There’s a robbery in Gotham. Armed men loot a bank and run away while shooting at people. Gotham PD is chasing them with the limited resources allotted to them. But their officers can’t keep up with the robbers.
Then Batman appears. He takes them on in man-to-man combat, beats them down in the blink of an eye and stands tall, cape whirling in the wind, watching over the city he protects.
That right there is the Batman we know, the badass caped crusader that has become the stuff of legends, even within the DC Universe.
That is also the opening scene of every episode of Batman: The Animated Series.
The show illustrated Batman as a dark and twisted character without being grotesque. Almost every version of the Dark Knight we see in the films portrays him as a buff billionaire who punches his way out of everything.
What they failed to understand is that Batman was a detective first.

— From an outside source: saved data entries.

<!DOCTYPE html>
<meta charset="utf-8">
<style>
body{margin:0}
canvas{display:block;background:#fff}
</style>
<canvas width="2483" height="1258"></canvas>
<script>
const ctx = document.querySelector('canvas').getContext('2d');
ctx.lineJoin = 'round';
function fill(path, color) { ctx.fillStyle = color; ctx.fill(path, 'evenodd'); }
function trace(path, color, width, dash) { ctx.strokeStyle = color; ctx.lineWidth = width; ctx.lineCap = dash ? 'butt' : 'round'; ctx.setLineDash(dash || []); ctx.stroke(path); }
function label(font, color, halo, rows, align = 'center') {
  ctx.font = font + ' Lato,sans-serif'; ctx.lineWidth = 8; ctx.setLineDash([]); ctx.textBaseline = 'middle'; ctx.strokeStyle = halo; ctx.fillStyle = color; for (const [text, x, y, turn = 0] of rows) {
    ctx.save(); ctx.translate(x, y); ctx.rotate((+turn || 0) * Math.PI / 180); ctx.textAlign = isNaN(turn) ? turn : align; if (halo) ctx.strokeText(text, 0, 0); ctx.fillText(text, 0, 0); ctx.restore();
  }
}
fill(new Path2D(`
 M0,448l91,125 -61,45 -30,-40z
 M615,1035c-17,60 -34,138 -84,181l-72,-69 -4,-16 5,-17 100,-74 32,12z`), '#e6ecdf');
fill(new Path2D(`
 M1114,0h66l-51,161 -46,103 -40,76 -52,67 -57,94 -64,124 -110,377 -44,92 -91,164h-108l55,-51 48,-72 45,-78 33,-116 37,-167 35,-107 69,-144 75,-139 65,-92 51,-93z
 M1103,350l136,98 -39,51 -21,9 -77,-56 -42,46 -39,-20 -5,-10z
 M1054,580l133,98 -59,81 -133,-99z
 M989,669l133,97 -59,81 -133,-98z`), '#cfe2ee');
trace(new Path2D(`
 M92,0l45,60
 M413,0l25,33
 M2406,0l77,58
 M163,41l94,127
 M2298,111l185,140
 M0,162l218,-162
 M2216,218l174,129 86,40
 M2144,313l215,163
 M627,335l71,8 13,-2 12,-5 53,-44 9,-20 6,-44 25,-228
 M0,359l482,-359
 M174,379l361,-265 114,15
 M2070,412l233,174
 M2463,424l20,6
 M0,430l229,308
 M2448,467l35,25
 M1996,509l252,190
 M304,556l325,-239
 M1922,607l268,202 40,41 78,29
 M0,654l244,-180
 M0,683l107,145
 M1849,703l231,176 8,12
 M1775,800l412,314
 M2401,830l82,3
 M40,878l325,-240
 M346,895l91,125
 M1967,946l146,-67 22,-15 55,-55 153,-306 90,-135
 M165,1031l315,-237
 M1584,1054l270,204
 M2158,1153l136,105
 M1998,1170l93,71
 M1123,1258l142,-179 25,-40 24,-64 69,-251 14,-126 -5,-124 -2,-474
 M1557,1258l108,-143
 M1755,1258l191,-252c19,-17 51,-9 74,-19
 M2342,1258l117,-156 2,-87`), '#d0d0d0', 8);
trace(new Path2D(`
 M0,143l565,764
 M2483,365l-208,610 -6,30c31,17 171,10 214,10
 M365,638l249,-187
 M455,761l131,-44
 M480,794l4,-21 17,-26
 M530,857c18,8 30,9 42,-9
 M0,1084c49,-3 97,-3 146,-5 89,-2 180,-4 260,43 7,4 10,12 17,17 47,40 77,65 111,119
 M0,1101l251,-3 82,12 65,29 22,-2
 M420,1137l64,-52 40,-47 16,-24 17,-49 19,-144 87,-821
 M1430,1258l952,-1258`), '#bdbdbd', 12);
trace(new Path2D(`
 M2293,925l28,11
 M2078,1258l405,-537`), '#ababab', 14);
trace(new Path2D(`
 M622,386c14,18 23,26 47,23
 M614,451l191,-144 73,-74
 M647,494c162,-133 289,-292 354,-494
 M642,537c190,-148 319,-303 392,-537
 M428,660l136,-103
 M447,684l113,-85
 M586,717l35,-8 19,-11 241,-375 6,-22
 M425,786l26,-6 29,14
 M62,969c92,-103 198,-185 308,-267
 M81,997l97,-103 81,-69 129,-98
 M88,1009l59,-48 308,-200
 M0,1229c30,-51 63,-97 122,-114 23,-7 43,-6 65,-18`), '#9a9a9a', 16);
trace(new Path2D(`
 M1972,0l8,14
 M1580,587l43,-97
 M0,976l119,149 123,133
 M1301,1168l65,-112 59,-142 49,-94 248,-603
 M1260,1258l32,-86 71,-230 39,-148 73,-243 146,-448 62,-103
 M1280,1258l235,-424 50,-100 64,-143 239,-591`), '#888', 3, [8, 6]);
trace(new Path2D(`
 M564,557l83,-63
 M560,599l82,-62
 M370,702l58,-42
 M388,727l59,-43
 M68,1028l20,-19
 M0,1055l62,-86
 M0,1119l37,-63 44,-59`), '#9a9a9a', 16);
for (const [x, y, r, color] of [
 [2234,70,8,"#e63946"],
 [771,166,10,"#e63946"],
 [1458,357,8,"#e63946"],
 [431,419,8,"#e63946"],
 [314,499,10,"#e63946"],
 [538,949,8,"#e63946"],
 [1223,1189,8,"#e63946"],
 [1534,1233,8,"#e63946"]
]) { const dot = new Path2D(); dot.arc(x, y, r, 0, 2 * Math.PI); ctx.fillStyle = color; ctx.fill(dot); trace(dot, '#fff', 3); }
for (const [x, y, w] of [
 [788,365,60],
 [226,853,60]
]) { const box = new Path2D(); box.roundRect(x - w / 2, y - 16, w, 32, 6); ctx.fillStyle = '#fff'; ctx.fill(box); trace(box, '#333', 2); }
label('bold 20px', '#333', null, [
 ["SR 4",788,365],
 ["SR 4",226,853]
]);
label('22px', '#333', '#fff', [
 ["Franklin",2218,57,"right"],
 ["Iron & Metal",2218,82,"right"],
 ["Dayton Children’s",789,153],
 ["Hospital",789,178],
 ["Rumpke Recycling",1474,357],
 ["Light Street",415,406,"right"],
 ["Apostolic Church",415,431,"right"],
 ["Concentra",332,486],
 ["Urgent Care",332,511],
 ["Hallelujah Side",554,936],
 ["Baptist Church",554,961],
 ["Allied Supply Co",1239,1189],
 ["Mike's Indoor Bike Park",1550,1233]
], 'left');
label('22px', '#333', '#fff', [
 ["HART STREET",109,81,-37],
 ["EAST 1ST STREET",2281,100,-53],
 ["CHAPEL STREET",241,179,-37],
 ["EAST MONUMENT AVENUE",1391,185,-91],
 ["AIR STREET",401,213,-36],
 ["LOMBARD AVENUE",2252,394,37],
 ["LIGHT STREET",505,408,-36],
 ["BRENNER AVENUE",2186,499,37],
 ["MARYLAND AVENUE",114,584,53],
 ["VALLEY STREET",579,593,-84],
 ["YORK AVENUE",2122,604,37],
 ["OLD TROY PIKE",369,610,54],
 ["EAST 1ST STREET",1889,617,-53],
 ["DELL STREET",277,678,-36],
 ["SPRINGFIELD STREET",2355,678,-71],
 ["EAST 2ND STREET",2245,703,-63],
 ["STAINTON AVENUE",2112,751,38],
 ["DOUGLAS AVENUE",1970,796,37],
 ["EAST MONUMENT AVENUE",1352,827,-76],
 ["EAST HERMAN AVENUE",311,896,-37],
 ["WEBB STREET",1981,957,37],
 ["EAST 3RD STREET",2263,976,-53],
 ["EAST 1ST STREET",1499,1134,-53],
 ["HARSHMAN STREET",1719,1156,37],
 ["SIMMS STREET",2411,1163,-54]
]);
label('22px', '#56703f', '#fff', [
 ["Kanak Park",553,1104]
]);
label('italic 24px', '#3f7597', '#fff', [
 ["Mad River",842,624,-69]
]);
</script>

Batman: The Animated Series doesn’t forget that.
Batman would try and find clues, run them through the Batcomputer to get results before walking into a situation and punching his way out of it.
There were episodes where he would use his wits to outsmart his way out of certain death.

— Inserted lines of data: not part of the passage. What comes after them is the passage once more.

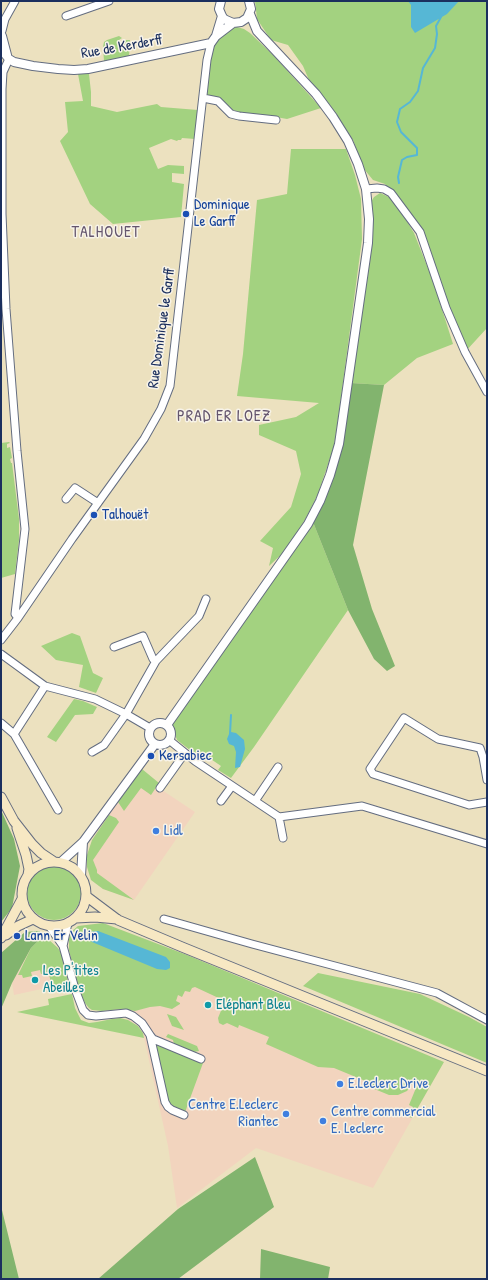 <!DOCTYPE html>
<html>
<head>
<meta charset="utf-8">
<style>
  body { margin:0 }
  #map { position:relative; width:488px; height:1280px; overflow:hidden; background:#ece1bf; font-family:"Patrick Hand",sans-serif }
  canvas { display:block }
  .frame { position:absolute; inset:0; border:2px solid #1b2f5e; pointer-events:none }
</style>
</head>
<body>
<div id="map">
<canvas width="488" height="1280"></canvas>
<div class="frame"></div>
</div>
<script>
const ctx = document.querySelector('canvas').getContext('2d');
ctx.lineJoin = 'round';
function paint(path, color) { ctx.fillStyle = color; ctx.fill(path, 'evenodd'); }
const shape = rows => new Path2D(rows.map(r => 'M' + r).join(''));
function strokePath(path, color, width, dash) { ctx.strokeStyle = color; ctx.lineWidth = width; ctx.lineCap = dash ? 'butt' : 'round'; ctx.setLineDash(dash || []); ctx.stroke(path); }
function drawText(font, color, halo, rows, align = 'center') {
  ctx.font = font + ' "Patrick Hand",sans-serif'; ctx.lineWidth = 3; ctx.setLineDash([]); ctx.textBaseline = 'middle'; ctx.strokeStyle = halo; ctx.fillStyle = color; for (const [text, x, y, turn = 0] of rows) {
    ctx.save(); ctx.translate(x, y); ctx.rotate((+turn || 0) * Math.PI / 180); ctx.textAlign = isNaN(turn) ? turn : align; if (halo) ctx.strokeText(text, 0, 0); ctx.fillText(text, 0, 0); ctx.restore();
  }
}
paint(shape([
  [138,774,195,812,134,900,103,889,91,880,87,867,87,855,92,840,100,827],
  [103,923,187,955,444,1062,373,1188,256,1148,177,1208,168,1146,143,1033,138,1026,128,1020,127,1010,102,1011,92,1010,89,1008,78,988,69,950,69,939,71,932,78,926],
  [31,948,60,974,47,986,46,988,14,995,12,983]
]), '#f2d4be');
paint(shape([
  [255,1,487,1,487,328,465,352,420,232,385,184,373,180,364,169,353,140,330,105,309,80,303,66,288,45,271,40,257,19],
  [237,27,244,29,250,33,274,56,321,108,287,119,270,116,244,114,233,110,220,98,206,96,212,51,215,43,220,36,232,28],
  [119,36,122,38,119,40,119,44,123,44,123,40,130,40,129,57,105,62,104,61,103,47,104,42,107,40],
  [78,74,89,74,91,92,91,106,117,112,157,104,161,107,198,110,195,139,182,138,181,140,178,140,177,141,171,139,149,148,158,169,168,165,184,166,184,174,172,173,172,182,184,184,181,217,113,224,90,204,60,141,68,132,65,102,83,101],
  [291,149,346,149,355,175,361,199,362,239,340,405,334,446,318,494,306,518,285,551,269,566,273,548,260,541,291,507,301,474,296,451,259,435,259,425,296,417,319,403,237,396,243,354,257,200,287,194],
  [380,193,389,197,402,213,414,233,433,281,453,344,417,358,384,385,351,383,373,225,371,202,374,197],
  [9,442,10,443,7,444,7,448,10,447,12,458,10,459,11,463,12,463,19,519,19,540,15,574,1,578,1,443],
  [313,522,348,610,254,747,231,778,218,770,221,766,202,753,199,757,177,740,172,725],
  [72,633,80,636,93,673,103,678,96,693,79,687,83,665,56,660,41,646],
  [74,699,83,701,97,707,93,714,75,715,56,742,47,737],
  [142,769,159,783,151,795,141,788,124,811,118,802],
  [109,815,116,818,119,822,93,860,97,870,97,873,134,900,103,889,91,880,87,867,87,855,92,840],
  '27 893a27 27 0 1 1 54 0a27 27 0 1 1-54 0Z',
  [103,923,187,955,444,1062,412,1118,409,1117,413,1107,409,1105,418,1083,413,1081,410,1087,407,1091,398,1095,389,1095,372,1088,363,1080,334,1068,318,1067,266,1044,269,1037,239,1025,238,1028,227,1023,223,1025,219,1023,218,1018,225,1001,195,987,192,988,190,992,185,991,182,997,178,995,176,1001,180,1003,180,1004,172,1009,160,1006,150,1007,135,1011,122,1009,102,1011,92,1010,89,1008,85,1003,78,988,69,950,69,939,71,932,78,926],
  [38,931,39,931,58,948,62,954,69,987,47,992,47,986,51,983,49,974,46,975,46,973,41,974,40,970,31,972,32,976,23,978,22,975,18,975,31,948,40,939],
  [318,973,420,994,469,1017,487,1027,487,1063,303,986],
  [72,994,75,1008,81,1020,89,1023,97,1022,112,1019,120,1018,128,1020,138,1026,143,1033,144,1038,17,1012,49,1005,48,999],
  [167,1014,176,1017,184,1030,172,1026],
  [168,1034,197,1046,199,1051,194,1052,174,1044,173,1040,166,1037],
  [157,1044,203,1063,184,1115,170,1105,167,1099,155,1045]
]), '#a3d280');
paint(shape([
  [351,383,384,385,353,545,372,609,395,666,387,671,374,659,348,610,313,522,325,500,334,475,343,446],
  [1,810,14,839,20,866,12,908,1,922],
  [38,931,40,939,31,948,12,983,1,1009,1,953,25,932],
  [255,1157,274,1207,178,1279,98,1279,178,1209],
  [1,1206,19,1279,1,1279],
  [261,1249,330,1267,328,1279,260,1279]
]), '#82b46e');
paint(shape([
  [408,1,459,1,447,14,415,33,411,27,411,5],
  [231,732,236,733,244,740,245,749,240,767,235,768,236,752,234,746,229,744,227,739,229,734],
  [98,931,166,957,170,962,170,968,166,970,157,969,92,942,87,937,89,932]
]), '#56b7d5');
strokePath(shape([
  [399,183,398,177,402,160,407,157,417,155,417,148,401,132,397,122,400,109,410,102,418,91,423,68,435,48,437,34,436,26,441,17],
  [230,734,231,715]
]), '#56b7d5', 2);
const minor = shape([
  [66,16,109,1],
  [2,31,5,19,15,1],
  [9,59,3,72,2,89,2,214,6,309,17,451,25,529,15,614,18,618],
  [203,98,218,101,231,114,239,116,276,120],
  [366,189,377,188,384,189,391,193,420,232,446,308,465,352,487,392],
  [66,499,75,488,98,503],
  [1,640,18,618,72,539,144,439,161,409,170,386,207,60,211,43],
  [114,647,143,636,153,659,156,661],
  [1,654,45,686,95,699,126,714,150,728],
  [45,686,14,734,58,810],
  [1,723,14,734],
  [169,740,195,761,279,817,362,806,487,844],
  [92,752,104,745,126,714,156,661,199,616,206,599],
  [487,780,483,757,480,748,438,739,404,718,370,769,373,774,469,805,487,802],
  [160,788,185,753],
  [221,801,232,786],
  [255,801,278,767],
  [279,817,283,838],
  [164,919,252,944,437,993,487,1020],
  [49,926,63,946,75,989,83,1010,88,1015,96,1016,126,1013,133,1016,142,1023,150,1035,165,1102,168,1107,172,1110,184,1115],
  [63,946,68,923],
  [150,1035,153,1039,201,1059]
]);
const tertiary = shape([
  [221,1,219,9,222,16,224,19,233,23,241,22,247,18,251,9,249,1],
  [2,36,7,55],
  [216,36,222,16],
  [1,49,9,59,14,62,33,66,58,69,74,70,88,69,211,43,216,36,233,23],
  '149 734a11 11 0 1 1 22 0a11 11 0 1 1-22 0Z',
  [167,725,308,524,320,501,330,475,339,444,368,243,369,219,366,189,358,164,348,141,333,117,316,94,257,31,250,14],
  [61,862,83,842,155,744],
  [81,876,83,842]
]);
const secondary = shape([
  [1,797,14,821,32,844,41,853,53,861],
  [17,828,26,855,29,869,28,875],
  '22 894a32 32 0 1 1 64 0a32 32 0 1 1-64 0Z',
  [86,896,118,920,182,947,487,1071],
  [76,918,95,917,117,919],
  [2,936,6,935,18,926,33,919],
  [1,938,22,899]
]);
strokePath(minor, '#646d80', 9);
strokePath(tertiary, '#646d80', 10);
strokePath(secondary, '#646d80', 11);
strokePath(minor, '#fff', 7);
strokePath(tertiary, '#fff', 8);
strokePath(secondary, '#f7e8c3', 9);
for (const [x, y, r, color] of [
  [186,214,4,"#1a4fb4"],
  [94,515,4,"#1a4fb4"],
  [151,756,4,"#1a4fb4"],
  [156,831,4,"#3f7fe0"],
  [17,936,4,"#1a4fb4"],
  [35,980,4,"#0f9aa8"],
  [208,1005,4,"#0f9aa8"],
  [340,1084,4,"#3f7fe0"],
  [286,1114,4,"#3f7fe0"],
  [323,1121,4,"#3f7fe0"]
]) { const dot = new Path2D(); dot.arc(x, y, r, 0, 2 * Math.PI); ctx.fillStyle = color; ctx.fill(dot); strokePath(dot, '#f7f3e8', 1.5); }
drawText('15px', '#1b2f5e', '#f7f3e8', [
  ["Rue de Kerderff",122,47,-10],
  ["Rue Dominique le Garff",162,328,-82]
]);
drawText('15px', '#164399', '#f7f3e8', [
  ["Dominique",194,205],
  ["Le Garff",194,222],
  ["Talhouët",102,515],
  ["Kersabiec",159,756],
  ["Lann Er Velin",25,936]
], 'left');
drawText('15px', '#366cbe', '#f7f3e8', [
  ["Lidl",164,831],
  ["E.Leclerc Drive",348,1084],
  ["Centre E.Leclerc",278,1105,"right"],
  ["Riantec",278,1122,"right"],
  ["Centre commercial",331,1112],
  ["E. Leclerc",331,1129]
], 'left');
drawText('15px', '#0d838f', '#f7f3e8', [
  ["Les P'tites",43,971],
  ["Abeilles",43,988],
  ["Eléphant Bleu",216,1005]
], 'left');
ctx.letterSpacing = '1px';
drawText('16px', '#64556d', '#f7f3e8', [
  ["TALHOUET",106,233],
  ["PRAD ER LOEZ",224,417]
]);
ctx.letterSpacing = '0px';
</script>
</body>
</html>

The show catered to the damaged psyche of Batman and pushed out a vigilante with wits, who happened to be extremely skilled at martial arts.
And while the show had its fair share of gore, it never swam in it. It was dark, often too dark for a cartoon series but it didn’t give itself a medal for the same.
The banter between Batman and the extended Bat-family was always a delight.
And let’s not forget the hilarious Harley Quinn, the show’s greatest gift to the Batman universe.
Even the villains, to their credit, make you sympathise. They were tragic, with the exception of the Joker.
Harley Quinn was in an abusive relationship and Mr. Freeze was never able to save his cryogenically frozen wife, Nora.
Paths chosen after moments of tragedy are often the ones that decide what your future holds. Batman: The Animated Series dealt with this with great maturity, providing a sharp, yet narrow contrast between the Dark Knight and the evil he fights.
While his villains used their personal tragedies as a license to do evil, Batman did not bow down to his demons. He used it as an excuse to fight crime, rid his city of evil altogether.
That being said, the show doesn’t spend a lot of time on the guilt-ridden brooding brawler from the films. It also focussed on the positive relationships he has with Robin, Commissioner Gordon, Alfred and others.
And whenever the show decided to cut the shit and give us the dreaded vigilante, it did so to battle the ultimate evil in Joker; a character brought to life by the terrifyingly brilliant Mark Hamill.
Batman: The Animated Series made sure that Batman was not a monotone character with nothing else to offer. It was a story-rich series that catered to both kids and adults alike and gave us the Batman we knew from the comics.
And for that very reason, it still remains the best adaption of the Caped Crusader till date.